Write the data out again, character for character, with no images.

__GIVEN MATERIAL__.
-- Opening Marker --

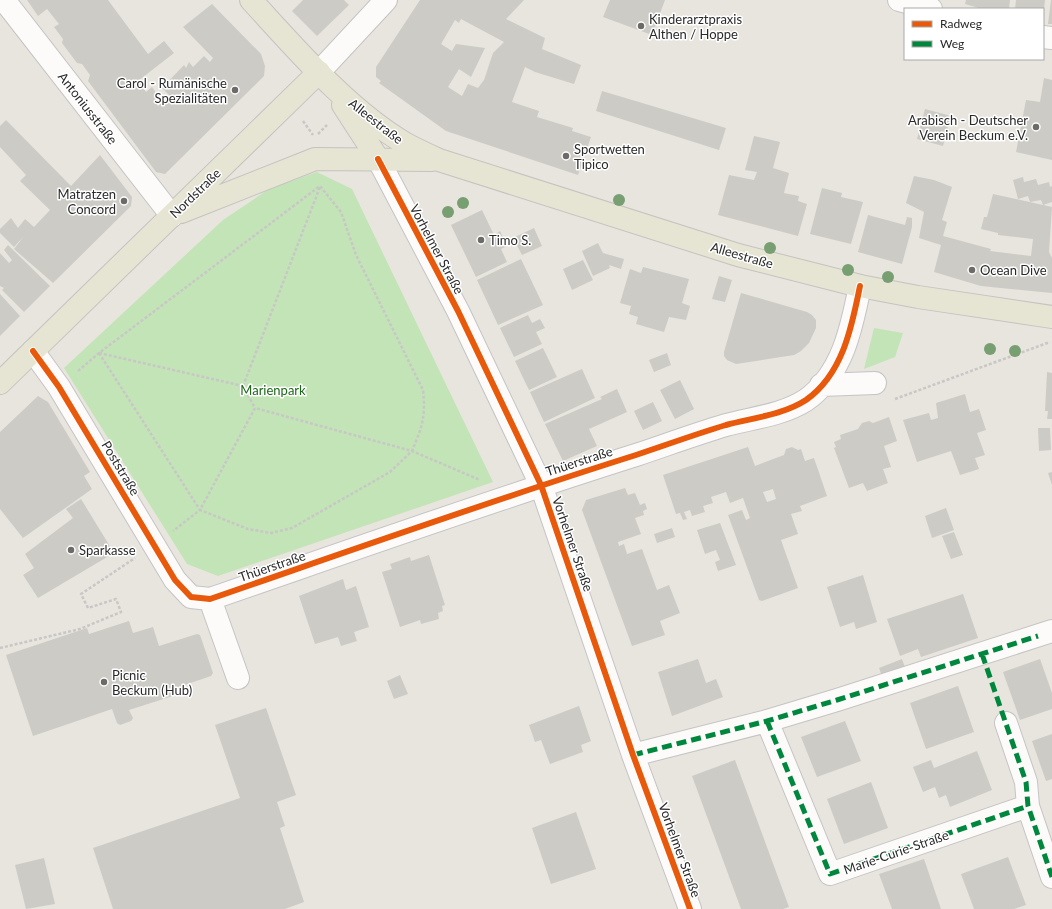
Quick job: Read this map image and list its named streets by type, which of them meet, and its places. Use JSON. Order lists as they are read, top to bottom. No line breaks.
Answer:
{"streets":{"main road":["Alleestraße","Nordstraße","Vorhelmer Straße"],"street":["Antoniusstraße","Thüerstraße","Poststraße","Marie-Curie-Straße"]},"crossings":[["Antoniusstraße","Nordstraße"],["Alleestraße","Nordstraße"],["Alleestraße","Vorhelmer Straße"],["Alleestraße","Thüerstraße"],["Nordstraße","Vorhelmer Straße"],["Nordstraße","Poststraße"],["Vorhelmer Straße","Thüerstraße"],["Thüerstraße","Poststraße"]],"parks":["Marienpark"],"places":["Kinderarztpraxis Althen / Hoppe","Carol - Rumänische Spezialitäten","Arabisch - Deutscher Verein Beckum e.V.","Sportwetten Tipico","Matratzen Concord","Timo S.","Ocean Dive","Sparkasse","Picnic Beckum (Hub)"],"legend":["Radweg","Weg"]}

-- Closing Marker --

__OUTPUT OF THE TASK__.
Quick job: Read this map image and list its named streets by type, which of them meet, and its places. Use JSON. Order lists as they are read, top to bottom. No line breaks.
Answer:
{"streets":{"main road":["Alleestraße","Nordstraße","Vorhelmer Straße"],"street":["Antoniusstraße","Thüerstraße","Poststraße","Marie-Curie-Straße"]},"crossings":[["Antoniusstraße","Nordstraße"],["Alleestraße","Nordstraße"],["Alleestraße","Vorhelmer Straße"],["Alleestraße","Thüerstraße"],["Nordstraße","Vorhelmer Straße"],["Nordstraße","Poststraße"],["Vorhelmer Straße","Thüerstraße"],["Thüerstraße","Poststraße"]],"parks":["Marienpark"],"places":["Kinderarztpraxis Althen / Hoppe","Carol - Rumänische Spezialitäten","Arabisch - Deutscher Verein Beckum e.V.","Sportwetten Tipico","Matratzen Concord","Timo S.","Ocean Dive","Sparkasse","Picnic Beckum (Hub)"],"legend":["Radweg","Weg"]}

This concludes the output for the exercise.